____ Provided material

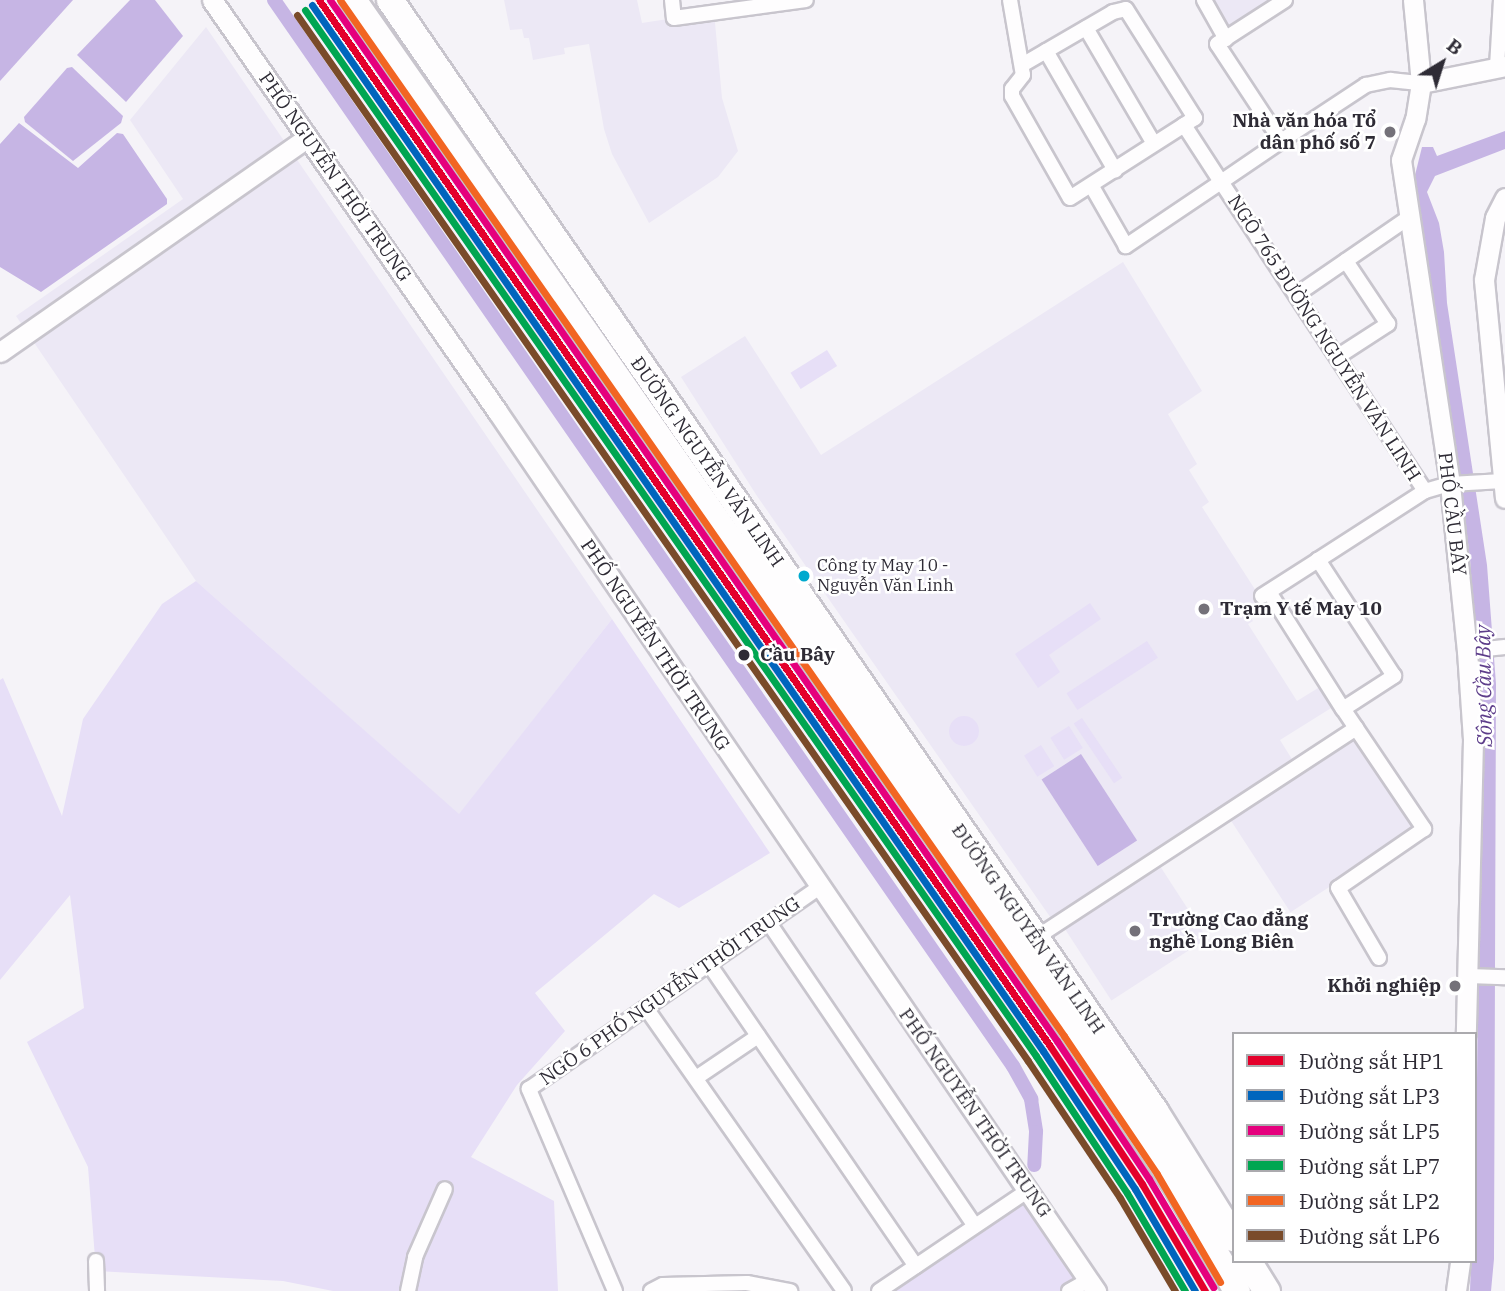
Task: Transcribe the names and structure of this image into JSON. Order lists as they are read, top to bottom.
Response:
{
  "streets": {
    "highway": ["ĐƯỜNG NGUYỄN VĂN LINH"],
    "street": [
      "PHỐ NGUYỄN THỜI TRUNG",
      "NGÕ 765 ĐƯỜNG NGUYỄN VĂN LINH",
      "PHỐ CẦU BÂY",
      "NGÕ 6 PHỐ NGUYỄN THỜI TRUNG"
    ]
  },
  "crossings": [
    ["PHỐ NGUYỄN THỜI TRUNG", "NGÕ 6 PHỐ NGUYỄN THỜI TRUNG"],
    ["NGÕ 765 ĐƯỜNG NGUYỄN VĂN LINH", "PHỐ CẦU BÂY"]
  ],
  "water": ["Sông Cầu Bây"],
  "places": [
    "Nhà văn hóa Tổ dân phố số 7",
    "Công ty May 10 - Nguyễn Văn Linh",
    "Trạm Y tế May 10",
    "Cầu Bây",
    "Trường Cao đẳng nghề Long Biên",
    "Khởi nghiệp"
  ],
  "lines": [
    "rail line HP1",
    "rail line LP5",
    "rail line LP2",
    "rail line LP3",
    "rail line LP7",
    "rail line LP6"
  ],
  "legend": [
    "Đường sắt HP1",
    "Đường sắt LP3",
    "Đường sắt LP5",
    "Đường sắt LP7",
    "Đường sắt LP2",
    "Đường sắt LP6"
  ],
  "north": "top right"
}
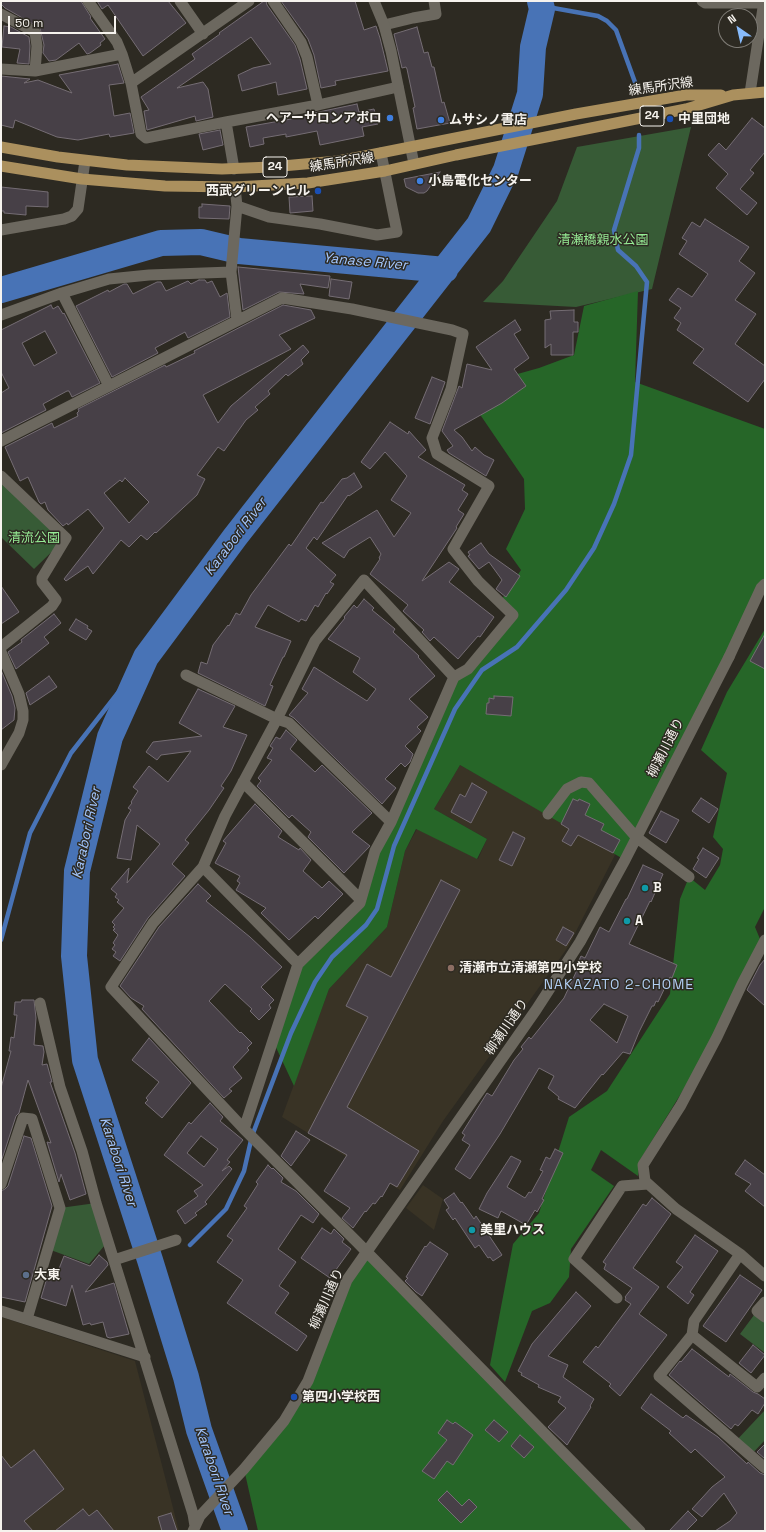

________

# [Your task]
When you repeat the data, keep it exact and drop every picture.

# [Exercise answer]
Task: Transcribe the names and structure of this image into JSON. Order lists as they are read, top to bottom.
Response:
{
  "streets": {
    "highway": ["ĐƯỜNG NGUYỄN VĂN LINH"],
    "street": [
      "PHỐ NGUYỄN THỜI TRUNG",
      "NGÕ 765 ĐƯỜNG NGUYỄN VĂN LINH",
      "PHỐ CẦU BÂY",
      "NGÕ 6 PHỐ NGUYỄN THỜI TRUNG"
    ]
  },
  "crossings": [
    ["PHỐ NGUYỄN THỜI TRUNG", "NGÕ 6 PHỐ NGUYỄN THỜI TRUNG"],
    ["NGÕ 765 ĐƯỜNG NGUYỄN VĂN LINH", "PHỐ CẦU BÂY"]
  ],
  "water": ["Sông Cầu Bây"],
  "places": [
    "Nhà văn hóa Tổ dân phố số 7",
    "Công ty May 10 - Nguyễn Văn Linh",
    "Trạm Y tế May 10",
    "Cầu Bây",
    "Trường Cao đẳng nghề Long Biên",
    "Khởi nghiệp"
  ],
  "lines": [
    "rail line HP1",
    "rail line LP5",
    "rail line LP2",
    "rail line LP3",
    "rail line LP7",
    "rail line LP6"
  ],
  "legend": [
    "Đường sắt HP1",
    "Đường sắt LP3",
    "Đường sắt LP5",
    "Đường sắt LP7",
    "Đường sắt LP2",
    "Đường sắt LP6"
  ],
  "north": "top right"
}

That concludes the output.